Interest from exhibitors in the lead-up to the Jubilee meant that the building had to be extended during the construction process, but the building was completed, and filled with manufactures and produce from around the globe, within the year, well in time for the opening of the Festival on 21 June 1887. A railway line connecting the Adelaide railway station to the grounds behind the Exhibition Building passed under King William Road and ran between the Torrens Parade Ground and Government House.

== Queen Victoria’s Jubilee ==
During the 1887 Jubilee 789,672 visitors passed through the exhibition. The building housed 2,200 exhibitions (valued at approximately £500,000) from 26 different countries. The Adelaide Jubilee International Exhibition was one of few major exhibitions in Australia where all the costs, totalling £66,000, were covered.

== Royal Adelaide Show ==
The Jubilee Exhibition Building and Jubilee Oval was the home of the Royal Adelaide Show from 1895 to 1925.

== Other uses ==
The building and grounds have been used for a variety of events and purposes, including:
- In November 1889 the whole of the basement (one third of the building's floor area) was handed over to the South Australian School of Mines and Industries to accommodate the rising demand for quality vocational training. Though timely, this expedient was less than satisfactory, and not solved until 1903, when the purpose-built school was opened on the Frome Road corner.

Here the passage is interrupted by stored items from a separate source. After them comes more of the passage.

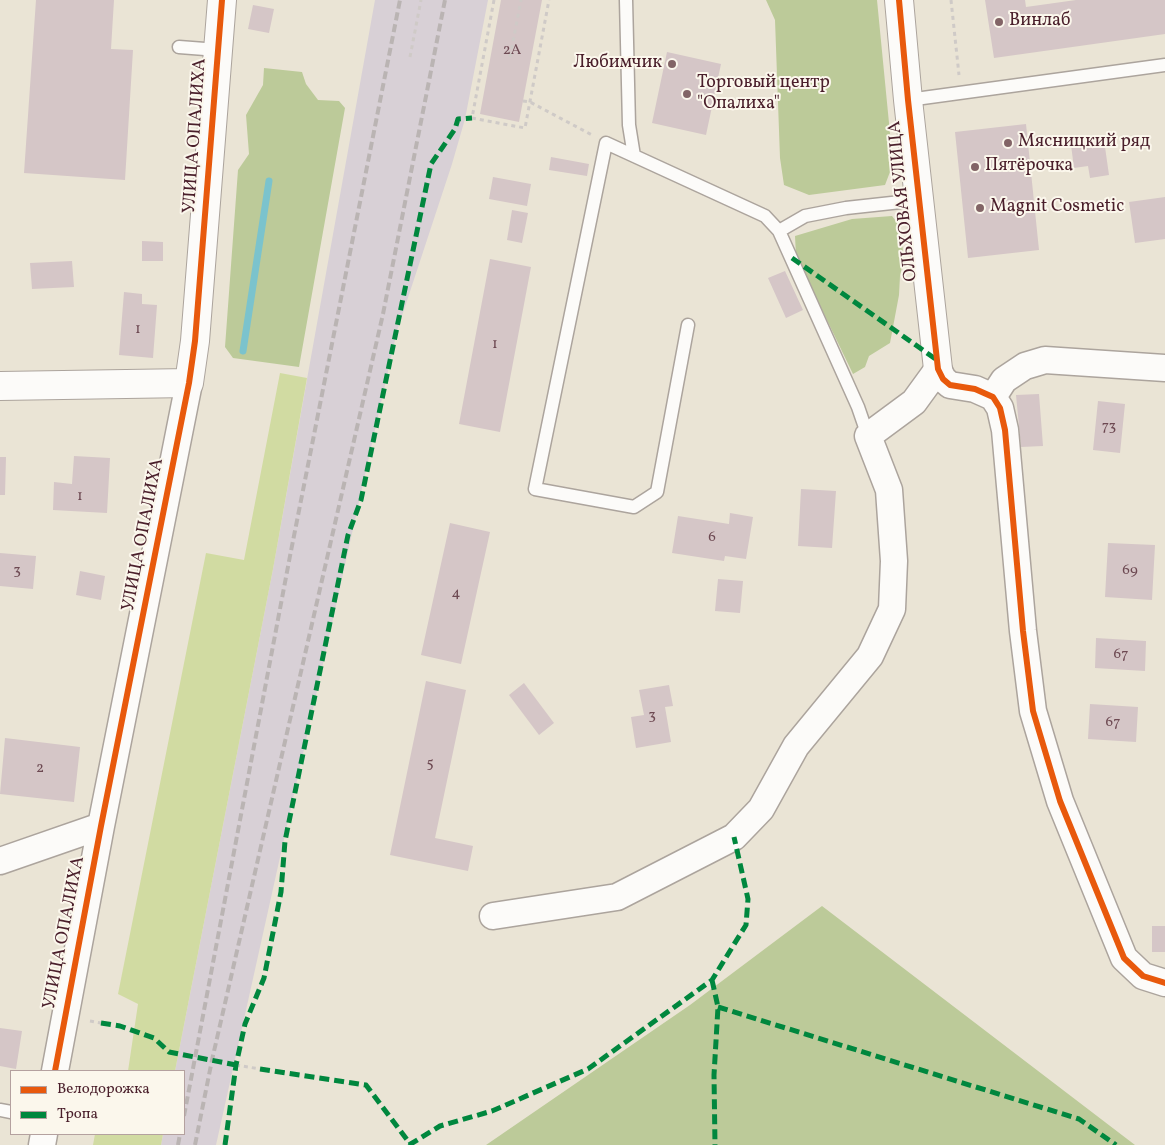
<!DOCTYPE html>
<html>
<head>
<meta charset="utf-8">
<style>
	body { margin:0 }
	#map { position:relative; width:1165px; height:1145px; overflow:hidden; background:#eae4d5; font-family:Vollkorn,serif }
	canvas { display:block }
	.legend { position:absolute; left:10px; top:1070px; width:175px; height:65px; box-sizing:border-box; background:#fbf7ec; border:1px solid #b4a19f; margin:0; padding:6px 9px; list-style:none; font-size:15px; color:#4a1f2b }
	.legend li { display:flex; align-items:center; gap:10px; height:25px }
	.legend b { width:25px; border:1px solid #b4a19f }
</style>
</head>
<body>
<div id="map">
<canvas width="1165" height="1145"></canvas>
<ul class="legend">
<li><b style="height:6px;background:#e8590c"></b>Велодорожка</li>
<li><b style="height:6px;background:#00873e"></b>Тропа</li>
</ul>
</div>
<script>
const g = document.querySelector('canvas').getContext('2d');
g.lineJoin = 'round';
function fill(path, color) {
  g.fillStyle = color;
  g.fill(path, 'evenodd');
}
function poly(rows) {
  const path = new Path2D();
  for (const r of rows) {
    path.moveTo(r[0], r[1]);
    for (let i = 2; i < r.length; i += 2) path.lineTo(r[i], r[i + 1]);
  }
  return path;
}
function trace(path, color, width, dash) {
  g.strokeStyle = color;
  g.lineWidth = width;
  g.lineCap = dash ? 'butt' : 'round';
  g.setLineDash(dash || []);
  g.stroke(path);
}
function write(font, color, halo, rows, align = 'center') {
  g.font = font + ' Vollkorn,serif';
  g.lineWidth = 4;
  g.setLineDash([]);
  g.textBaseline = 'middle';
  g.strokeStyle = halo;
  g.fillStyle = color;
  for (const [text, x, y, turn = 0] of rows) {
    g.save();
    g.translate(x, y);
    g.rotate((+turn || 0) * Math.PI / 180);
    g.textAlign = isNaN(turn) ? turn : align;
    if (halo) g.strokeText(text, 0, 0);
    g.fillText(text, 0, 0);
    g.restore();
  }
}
const industrial = poly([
	[375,0,488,0,465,119,452,164,397,331,216,1145,161,1145,163,1134,184,1134,184,1071,175,1071,273,569]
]);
const green = poly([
	[280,373,307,378,273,569,175,1071,128,1071,138,1004,118,994,206,553,244,560],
	[95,1134,163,1134,161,1145,93,1145]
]);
const forest = poly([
	[766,0,877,0,893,164,885,185,809,195,784,185,780,158,775,20],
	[264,68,302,72,306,84,318,100,339,101,345,108,299,367,233,358,225,347,238,170,249,154,246,115,263,85],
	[892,216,899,225,904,257,900,276,899,295,890,343,869,356,865,367,853,374,796,256,795,236,852,219],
	[822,906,1135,1145,486,1145,690,1005]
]);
const stream = poly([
	[243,351,269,181]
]);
const building = poly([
	[36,0,114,0,111,49,133,50,125,180,24,173],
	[501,0,542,0,519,122,480,114],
	[985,0,1025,0,1026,7,1076,0,1165,0,1165,34,994,58],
	[253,5,274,9,269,33,248,29],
	[667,52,721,64,706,135,652,123],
	[1026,124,1039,250,968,258,955,132],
	[1104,140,1109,175,1090,178,1088,166,1074,168,1071,145],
	[551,157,589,164,587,176,549,170],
	[493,177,531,184,527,206,489,199],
	[1165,197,1165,239,1135,243,1129,202],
	[512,210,528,213,522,243,507,240],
	[142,241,163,242,163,261,142,261],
	[490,259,531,267,500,432,459,424],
	[72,261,74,287,32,289,30,263],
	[785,271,803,310,786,318,768,278],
	[124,292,142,294,142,304,157,305,153,358,119,355],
	[1039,394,1043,446,1021,447,1016,395],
	[1098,401,1125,404,1120,453,1093,450],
	[74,456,110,458,107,513,53,510,54,482,72,484],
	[0,457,6,457,5,495,0,495],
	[801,489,836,491,832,548,798,546],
	[730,513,753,517,746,559,725,556,724,561,672,553,678,516,729,524],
	[450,523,490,532,461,664,421,655],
	[1108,543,1155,545,1152,600,1105,597],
	[0,553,36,556,33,589,0,586],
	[80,571,105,576,101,600,76,595],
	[718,579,743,581,740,613,715,611],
	[1096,638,1146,641,1145,671,1095,668],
	[426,681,466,690,435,838,473,846,468,871,390,855],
	[524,683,554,723,539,735,509,695],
	[669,685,673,706,665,707,671,742,636,748,631,717,644,715,639,690],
	[1090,704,1138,707,1136,742,1088,739],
	[5,738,80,747,74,802,0,794],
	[1152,926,1165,926,1165,952,1152,952],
	[0,1028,22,1031,16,1069,0,1066]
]);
const path = poly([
	[494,0,472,118,525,128,549,0],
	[951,0,959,75],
	[410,57,421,0],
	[510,57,521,0],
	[523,101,530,102,592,135],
	[90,1021,101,1023],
	[236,1065,260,1069]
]);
const lane = poly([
	[626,0,629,125,634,156],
	[179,47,218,50],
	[908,100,1165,65],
	[779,231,805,216,846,208,919,200],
	[688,325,657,492,634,507,535,489,606,143,765,216,779,231,858,407,868,436],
	[0,1110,11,1112]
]);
const street = poly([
	[938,369,943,379,950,385,975,389,993,397,1000,408,1005,430,1023,631,1033,711,1060,801,1124,958,1143,976,1165,983],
	[993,397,1004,380,1025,366,1045,360,1165,368],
	[0,861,101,826],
	[493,916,617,897,734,837,761,809,796,746,870,656,892,609,894,561,889,490,868,436,914,402,938,369],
	[55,1071,101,826,189,383],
	[42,1145,44,1134]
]);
const secondary = poly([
	[899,0,908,100,938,369],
	[0,386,189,383,195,341,222,0]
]);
const rail = poly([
	[184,1116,290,556,400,0],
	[178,1145,180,1134],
	[195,1145,212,1060,383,314,445,0]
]);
const quiet = poly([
	[792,258,937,360],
	[712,980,718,1007,714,1075,715,1145],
	[718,1007,1079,1119,1116,1145],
	[101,1023,120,1026,154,1038,169,1052,236,1065],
	[260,1069,366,1085,411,1145],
	[225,1145,236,1065,245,1024,264,978,281,892,285,841,348,535,361,500,431,164,455,129,458,119,472,118],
	[409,1145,440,1126,492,1111,588,1069,712,980,746,925,748,899,734,837]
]);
const cycleway = poly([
	[899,0,908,100,938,369,943,379,950,385,975,389,993,397,1000,408,1005,430,1023,631,1033,711,1060,801,1124,958,1143,976,1165,983],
	[55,1071,101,826,189,383,195,341,222,0]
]);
const markers = [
	[999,22,5,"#826466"],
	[672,64,5,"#826466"],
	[687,94,5,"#826466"],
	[1008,143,5,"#826466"],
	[975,167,5,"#826466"],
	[980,208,5,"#826466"]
];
const numberNames = [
	["2А",512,51],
	["1",138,330],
	["1",495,345],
	["73",1109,427],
	["1",80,497],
	["6",712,538],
	["3",17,571],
	["69",1130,571],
	["4",456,594],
	["67",1121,655],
	["3",652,716],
	["67",1113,723],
	["5",430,764],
	["2",40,769]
];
const poiNames = [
	["Винлаб",1009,22],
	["Любимчик",662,64,"right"],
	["Торговый центр",697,84],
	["\"Опалиха\"",697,105],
	["Мясницкий ряд",1018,143],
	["Пятёрочка",985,167],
	["Magnit Cosmetic",990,208]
];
const streetNames = [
	["УЛИЦА ОПАЛИХА",196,136,-86],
	["ОЛЬХОВАЯ УЛИЦА",904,201,-96],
	["УЛИЦА ОПАЛИХА",144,535,-79],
	["УЛИЦА ОПАЛИХА",65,933,-79]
];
fill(industrial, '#d8d0d6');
fill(green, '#d1dba2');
fill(forest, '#bcca99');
trace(stream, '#7bc3cd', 7);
fill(building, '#d5c6c7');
trace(lane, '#aca49d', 15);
trace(street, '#aca49d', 29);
trace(secondary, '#aca49d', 30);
trace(path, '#cfcac7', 3, [4, 4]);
trace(lane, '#fcfbf9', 12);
trace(street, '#fcfbf9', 26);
trace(secondary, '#fcfbf9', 28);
trace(rail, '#bab4b3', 4, [8, 4]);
trace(quiet, '#00873e', 5, [10, 5]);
trace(cycleway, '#e8590c', 6);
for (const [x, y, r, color] of markers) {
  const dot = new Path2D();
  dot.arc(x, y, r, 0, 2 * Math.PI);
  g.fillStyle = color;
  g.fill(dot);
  trace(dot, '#fbf7ec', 2);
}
write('15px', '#6d4952', null, numberNames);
write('18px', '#4a1f2b', '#fbf7ec', poiNames, 'left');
write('18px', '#4a1f2b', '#fbf7ec', streetNames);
</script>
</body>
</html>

- From 1910 to 1916 the Education Department's Adelaide School of Art, conducted by H. P. Gill, was conducted in the Exhibition Building, though under sufferance, as there was no heating in winter.

- On Saturday 2 December 1911, Wondergraph opened its new "Picture Pavilion" opposite the Exhibition Building. This was a seated outdoor picture theatre which showed silent films. The venue continued to operate for several years until at least 1919, lending itself to other uses as well.

- In February 1919 at the outbreak of the Spanish flu pandemic the Exhibition Building became the Exhibition Isolation Hospital. It was heavily criticised by medical staff and was no longer needed once isolation wards had been opened at the nearby Adelaide Hospital, and by late November 1919 when the last admission to the Exhibition hospital took place, 588 patients had been admitted, of whom 68 died from the disease.

- In November 1934, S.A. Theatres opened Adelaide's first outdoor talkie theatre in the Exhibition Grounds, known as the Chinese Gardens owing to the Chinese-themed decor. The last recorded show appears to have taken place in April 1938.

- In 1949 the Motor Vehicles Department, with its staff of 100 and records relating to 143,000 vehicles and 147,000 licensed drivers, as well as archived files, moved to the Exhibition Building from the state government offices on Victoria Square. By 1962, just before demolition, the public offices of this department were located in the Railways building.

== Demolition ==
The building was demolished in 1962, making way for the Napier Building, part of the University of Adelaide.